Labels are defined in two modes:

1) by the ":" colon operator
2) by a data definition line

Syntax:

{label_name}:
{label_name}	{data definition keyword}	{data_items}

For example:

	mov	ecx,nr_of_items
	mov	esi,items_ptr
my_loop:
	; perform some actions here
	add	[esi+ITEM.quantity],1
	
	; next item
	add	esi,size ITEM
	dec	ecx
	jnz	my_loop

In the above code sequence "my_loop" is a code label and serves as a target for the JNZ instruction.

.data
	my_account_balance	dd	1234_5678h
.code	
	mov	ecx,nr_of_invoices
	mov	esi,invoices_ptr
my_loop:
	; perform some actions here
	mov	eax,[esi+INVOICE.total]
	sub	[my_account_balance],eax
	
	; next invoice
	add	esi,size INVOIVE
	dec	ecx
	jnz	my_loop

In the above code sequence "my_account_ballance" is a data label and serves as a parameter for the SUB instruction.

7.2.1 Labels scope

Labels defined outside of a procedure are global in name scope. Global labels can not be double defined.
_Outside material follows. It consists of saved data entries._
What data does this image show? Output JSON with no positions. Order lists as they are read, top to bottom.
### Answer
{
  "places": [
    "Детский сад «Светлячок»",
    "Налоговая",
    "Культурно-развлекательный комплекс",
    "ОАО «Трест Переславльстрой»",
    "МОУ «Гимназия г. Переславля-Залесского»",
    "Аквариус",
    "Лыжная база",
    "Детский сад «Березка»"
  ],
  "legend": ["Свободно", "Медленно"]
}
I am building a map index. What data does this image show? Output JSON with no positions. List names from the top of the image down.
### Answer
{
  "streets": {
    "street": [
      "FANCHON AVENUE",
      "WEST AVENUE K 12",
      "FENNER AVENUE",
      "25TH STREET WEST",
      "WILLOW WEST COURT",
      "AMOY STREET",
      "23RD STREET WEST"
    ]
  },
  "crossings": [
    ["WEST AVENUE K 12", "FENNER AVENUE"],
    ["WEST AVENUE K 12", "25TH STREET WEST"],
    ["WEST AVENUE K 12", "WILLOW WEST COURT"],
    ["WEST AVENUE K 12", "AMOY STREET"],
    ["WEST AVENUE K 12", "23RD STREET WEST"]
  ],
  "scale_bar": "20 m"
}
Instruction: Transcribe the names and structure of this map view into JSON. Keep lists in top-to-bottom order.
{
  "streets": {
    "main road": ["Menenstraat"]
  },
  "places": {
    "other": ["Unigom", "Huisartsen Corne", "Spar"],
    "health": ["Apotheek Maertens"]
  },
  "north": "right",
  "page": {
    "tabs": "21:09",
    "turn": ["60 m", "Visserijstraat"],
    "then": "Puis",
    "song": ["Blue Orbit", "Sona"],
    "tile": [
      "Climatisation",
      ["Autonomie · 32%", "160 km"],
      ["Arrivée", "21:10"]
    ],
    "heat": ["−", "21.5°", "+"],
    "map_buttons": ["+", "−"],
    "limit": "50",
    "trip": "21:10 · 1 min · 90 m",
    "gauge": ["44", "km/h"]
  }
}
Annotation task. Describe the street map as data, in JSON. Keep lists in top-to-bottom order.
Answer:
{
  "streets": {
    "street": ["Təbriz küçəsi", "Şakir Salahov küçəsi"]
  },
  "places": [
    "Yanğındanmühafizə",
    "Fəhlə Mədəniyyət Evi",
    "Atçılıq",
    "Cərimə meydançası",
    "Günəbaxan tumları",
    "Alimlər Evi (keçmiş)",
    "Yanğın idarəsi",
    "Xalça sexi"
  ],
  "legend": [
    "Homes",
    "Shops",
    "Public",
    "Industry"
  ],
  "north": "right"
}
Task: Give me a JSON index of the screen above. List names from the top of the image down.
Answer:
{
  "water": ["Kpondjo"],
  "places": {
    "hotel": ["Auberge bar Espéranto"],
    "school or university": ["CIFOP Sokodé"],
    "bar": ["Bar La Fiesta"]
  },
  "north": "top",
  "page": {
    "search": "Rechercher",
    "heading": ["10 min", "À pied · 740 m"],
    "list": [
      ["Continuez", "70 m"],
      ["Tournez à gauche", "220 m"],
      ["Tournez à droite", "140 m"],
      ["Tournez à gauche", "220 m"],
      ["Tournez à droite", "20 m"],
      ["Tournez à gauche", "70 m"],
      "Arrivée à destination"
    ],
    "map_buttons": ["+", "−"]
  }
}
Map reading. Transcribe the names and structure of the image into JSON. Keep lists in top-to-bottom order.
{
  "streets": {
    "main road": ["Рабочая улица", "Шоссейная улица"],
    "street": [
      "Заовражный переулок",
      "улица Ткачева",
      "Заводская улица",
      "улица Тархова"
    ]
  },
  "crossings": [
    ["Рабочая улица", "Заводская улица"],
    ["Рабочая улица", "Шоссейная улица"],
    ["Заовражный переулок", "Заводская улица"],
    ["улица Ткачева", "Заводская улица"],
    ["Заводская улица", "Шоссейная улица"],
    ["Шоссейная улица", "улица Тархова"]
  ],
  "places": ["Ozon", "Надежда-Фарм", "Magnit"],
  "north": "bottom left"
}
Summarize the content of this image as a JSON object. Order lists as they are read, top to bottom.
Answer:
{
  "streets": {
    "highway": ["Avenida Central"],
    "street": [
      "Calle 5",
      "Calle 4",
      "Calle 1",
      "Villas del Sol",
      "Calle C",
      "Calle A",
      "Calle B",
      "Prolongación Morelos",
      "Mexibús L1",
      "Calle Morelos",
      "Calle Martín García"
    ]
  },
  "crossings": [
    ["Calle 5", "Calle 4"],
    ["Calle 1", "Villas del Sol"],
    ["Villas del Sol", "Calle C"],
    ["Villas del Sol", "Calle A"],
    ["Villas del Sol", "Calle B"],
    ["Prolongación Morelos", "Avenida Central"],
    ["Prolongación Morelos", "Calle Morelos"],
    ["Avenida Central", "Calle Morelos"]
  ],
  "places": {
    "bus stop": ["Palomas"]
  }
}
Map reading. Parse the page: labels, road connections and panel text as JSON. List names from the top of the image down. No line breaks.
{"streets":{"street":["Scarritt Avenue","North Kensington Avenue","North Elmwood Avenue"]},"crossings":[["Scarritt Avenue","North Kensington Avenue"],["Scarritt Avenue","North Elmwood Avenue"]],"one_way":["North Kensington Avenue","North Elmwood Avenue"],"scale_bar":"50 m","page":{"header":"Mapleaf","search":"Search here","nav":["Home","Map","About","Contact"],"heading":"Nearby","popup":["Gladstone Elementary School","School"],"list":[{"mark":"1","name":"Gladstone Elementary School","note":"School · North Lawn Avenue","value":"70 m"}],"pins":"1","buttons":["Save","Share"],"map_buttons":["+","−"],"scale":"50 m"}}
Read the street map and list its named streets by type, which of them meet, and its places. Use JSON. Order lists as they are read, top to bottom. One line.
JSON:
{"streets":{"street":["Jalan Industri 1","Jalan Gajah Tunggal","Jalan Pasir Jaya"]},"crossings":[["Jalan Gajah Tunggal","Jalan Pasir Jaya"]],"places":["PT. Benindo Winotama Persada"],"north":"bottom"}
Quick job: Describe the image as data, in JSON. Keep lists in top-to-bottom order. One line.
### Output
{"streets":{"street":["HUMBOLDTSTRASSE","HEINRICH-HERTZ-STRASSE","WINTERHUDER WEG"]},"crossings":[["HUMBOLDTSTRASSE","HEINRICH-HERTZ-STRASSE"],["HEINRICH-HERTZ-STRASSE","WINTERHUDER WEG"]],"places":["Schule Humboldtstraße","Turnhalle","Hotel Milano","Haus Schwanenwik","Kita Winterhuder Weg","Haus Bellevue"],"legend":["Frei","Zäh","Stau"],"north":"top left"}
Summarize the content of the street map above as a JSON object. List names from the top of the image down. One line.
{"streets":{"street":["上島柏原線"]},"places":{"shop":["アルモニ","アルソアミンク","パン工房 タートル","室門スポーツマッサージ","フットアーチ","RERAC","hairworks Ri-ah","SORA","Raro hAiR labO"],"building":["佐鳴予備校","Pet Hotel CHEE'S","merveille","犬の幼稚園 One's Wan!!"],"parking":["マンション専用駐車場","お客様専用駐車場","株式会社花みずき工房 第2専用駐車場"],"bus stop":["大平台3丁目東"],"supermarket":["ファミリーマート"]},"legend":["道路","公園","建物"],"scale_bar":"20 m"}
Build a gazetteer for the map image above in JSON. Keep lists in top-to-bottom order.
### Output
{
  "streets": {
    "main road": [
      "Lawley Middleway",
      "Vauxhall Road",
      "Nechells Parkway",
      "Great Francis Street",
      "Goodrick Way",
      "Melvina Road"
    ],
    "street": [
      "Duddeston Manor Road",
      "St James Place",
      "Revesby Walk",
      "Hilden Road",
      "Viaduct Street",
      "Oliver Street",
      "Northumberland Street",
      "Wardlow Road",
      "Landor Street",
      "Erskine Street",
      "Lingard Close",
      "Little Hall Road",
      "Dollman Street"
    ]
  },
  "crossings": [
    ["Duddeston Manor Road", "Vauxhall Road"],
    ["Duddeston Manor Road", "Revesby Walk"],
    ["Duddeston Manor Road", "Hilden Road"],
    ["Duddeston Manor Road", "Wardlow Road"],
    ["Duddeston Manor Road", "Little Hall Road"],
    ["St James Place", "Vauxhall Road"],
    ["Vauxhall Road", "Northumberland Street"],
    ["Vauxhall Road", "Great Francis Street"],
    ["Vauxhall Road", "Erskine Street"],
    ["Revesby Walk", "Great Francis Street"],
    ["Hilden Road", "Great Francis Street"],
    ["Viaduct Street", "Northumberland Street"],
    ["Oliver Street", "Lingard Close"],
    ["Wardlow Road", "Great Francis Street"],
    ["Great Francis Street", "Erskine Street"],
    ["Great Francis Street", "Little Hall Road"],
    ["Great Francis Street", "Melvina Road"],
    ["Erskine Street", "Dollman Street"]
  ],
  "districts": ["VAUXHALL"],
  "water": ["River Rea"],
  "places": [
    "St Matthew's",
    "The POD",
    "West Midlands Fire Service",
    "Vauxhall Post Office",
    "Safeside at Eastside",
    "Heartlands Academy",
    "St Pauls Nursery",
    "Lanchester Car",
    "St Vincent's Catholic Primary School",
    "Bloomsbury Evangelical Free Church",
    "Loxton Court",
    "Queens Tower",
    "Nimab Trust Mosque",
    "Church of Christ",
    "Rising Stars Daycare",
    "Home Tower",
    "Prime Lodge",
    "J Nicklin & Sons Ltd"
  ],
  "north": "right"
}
Labels defined inside PROC ... ENDP construct are local in namespace to the procedure. Hence there can be multiple labels with the exact same name as long as they reside in different procedures.

7.3 STRUCTURES

Structures are defined like this:

Syntax:

STRUC {structure_name}
	{member_name1}	{data_definition_keyword}	{data_item}
	...
	{member_name2}	{data_reserve_keyword}		{count}
	...
ENDS

For example:

	
	STRUC ETH_PACKET
		packet_ptr		dd	?
		packet_id		dd	?
		packet_mac_src		rb	16
		packet_mac_dest		rb	16
	ENDS


	STRUC ETH_DRV
		drv_id			dd	?
		drv_name		rb	128
	
		status			dd	?
		
		packets_buff		rs	ETH_PACKET,1024
	ENDS

As you can see structures can contain other structures. Once a structure is defined it can be used in subsequent data definitions.

Access to it's members can be done like this

	.data
		my_eth	ETH_DRV 	?
	.code
	
	; via pointer
	mov 	esi, my_eth
	mov	eax,[esi + ETH_DRV.status]
	
	; or by direct access
	mov	[my_eth.status], 1
	mov	eax,[my_eth.status]

You can define a LOCAL variable in a PROC as having STRUC type and access it like this:

	PROC my_proc stdcall
		ARG arg1, arg2
		LOCAL my_eth :ETH_DRV, wc :WNDCLASSEX
		
		; note the space between my_eth and :ETH_DRV it is required now
		mov	[my_eth.status],2
		mov	[wc.cbSize], size WNDCLASSEX
		
		; or via pointer
		lea	esi,my_eth
		mov	[rsi+ETH_DRV.status],4
		ret
	ENDP

Structure size can be obtained like this:

	add	esi, SIZE ETH_DRV

Also you can obtain the offset of a member inside a structure like this:

	mov	eax, ETH_DRV.eth_status

Note:

The SIZE operator is accepted pro-forma.
In fact the name of a structure means it's size.
This is important for expressions where SIZE operator is not accepted but structure names are.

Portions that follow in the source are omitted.